Eighty years after his death following a motorcycle crash near his Dorset home Clouds Hill, the truth of what really happened to Lawrence of Arabia remains a mystery.
Conspiracy theories abound. Did T.E. Lawrence, the author, soldier and reluctant hero of the Arab rebellion die after his powerful Brough Superior bike swerved to avoid two boys on bicycles or was he assassinated by the British secret service?
Why did witnesses tell police that they had seen a large black car at the scene of the accident but then change their statements? What was Lawrence up to?

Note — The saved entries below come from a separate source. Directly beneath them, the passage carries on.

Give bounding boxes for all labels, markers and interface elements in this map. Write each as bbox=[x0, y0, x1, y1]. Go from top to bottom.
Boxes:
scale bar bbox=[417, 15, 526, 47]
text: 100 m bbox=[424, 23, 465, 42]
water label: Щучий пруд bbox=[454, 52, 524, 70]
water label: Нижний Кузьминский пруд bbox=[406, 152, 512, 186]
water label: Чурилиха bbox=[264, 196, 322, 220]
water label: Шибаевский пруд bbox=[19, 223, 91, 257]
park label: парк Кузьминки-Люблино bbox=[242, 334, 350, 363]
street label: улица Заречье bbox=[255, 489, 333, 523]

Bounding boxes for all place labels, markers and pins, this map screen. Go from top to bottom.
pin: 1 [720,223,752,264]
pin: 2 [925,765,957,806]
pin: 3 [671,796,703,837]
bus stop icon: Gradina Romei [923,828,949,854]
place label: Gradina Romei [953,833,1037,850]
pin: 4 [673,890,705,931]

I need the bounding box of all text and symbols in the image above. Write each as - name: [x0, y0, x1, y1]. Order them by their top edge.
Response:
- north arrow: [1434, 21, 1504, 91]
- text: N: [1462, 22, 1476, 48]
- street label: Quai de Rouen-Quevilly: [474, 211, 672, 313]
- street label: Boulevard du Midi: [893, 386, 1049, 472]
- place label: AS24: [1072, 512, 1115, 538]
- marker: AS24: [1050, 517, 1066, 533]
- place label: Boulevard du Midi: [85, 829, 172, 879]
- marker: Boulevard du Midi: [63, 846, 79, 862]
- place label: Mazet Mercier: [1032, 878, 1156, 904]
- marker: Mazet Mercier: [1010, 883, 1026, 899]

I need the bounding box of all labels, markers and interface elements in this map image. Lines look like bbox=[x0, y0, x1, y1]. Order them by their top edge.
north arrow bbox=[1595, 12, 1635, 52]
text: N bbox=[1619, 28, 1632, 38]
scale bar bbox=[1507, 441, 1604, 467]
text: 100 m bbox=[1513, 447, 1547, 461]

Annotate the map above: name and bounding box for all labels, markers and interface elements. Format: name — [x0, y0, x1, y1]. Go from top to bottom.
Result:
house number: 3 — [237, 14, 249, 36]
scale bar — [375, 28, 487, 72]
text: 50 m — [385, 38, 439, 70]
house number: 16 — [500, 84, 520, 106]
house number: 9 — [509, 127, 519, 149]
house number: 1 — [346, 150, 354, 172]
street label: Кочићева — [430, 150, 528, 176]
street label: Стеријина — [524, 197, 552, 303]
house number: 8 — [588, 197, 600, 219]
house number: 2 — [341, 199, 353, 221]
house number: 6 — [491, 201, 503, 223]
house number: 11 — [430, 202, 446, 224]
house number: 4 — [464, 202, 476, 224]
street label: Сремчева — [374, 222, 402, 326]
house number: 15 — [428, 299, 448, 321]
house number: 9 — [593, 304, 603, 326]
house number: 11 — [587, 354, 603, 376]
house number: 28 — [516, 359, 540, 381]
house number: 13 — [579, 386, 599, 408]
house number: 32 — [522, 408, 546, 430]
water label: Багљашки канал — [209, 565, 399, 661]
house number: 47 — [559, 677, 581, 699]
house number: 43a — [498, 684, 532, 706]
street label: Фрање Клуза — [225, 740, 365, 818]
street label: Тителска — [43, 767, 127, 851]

A new film, Lawrence: After Arabia, examines his final years, his powerful friends and dangerous enemies. Shot in Dorset with a largely local cast and crew supporting a line-up that includes Brian Cox, Michael Maloney and Hugh Fraser, the film focuses on events that led up to the fatal crash near Bovington Camp on 13 May 1935. Bournemouth actor Tom Barber Duffy takes the title role.
Maybe it will help unearth the truth. The movie has been a labour of love for writer and director Mark JT Griffin who has been fascinated by Lawrence of Arabia since childhood.
“I used to holiday every year with grandparents in Wareham. One day when I was about 10-years-old my gran went into the butchers and sent me to look around the church over the road.”
It was there in the 1,000-year-old St Martin’s on the Walls that he saw the war-artist Eric Kennington’s famous Lawrence effigy and fell into conversation with a man who was cleaning it.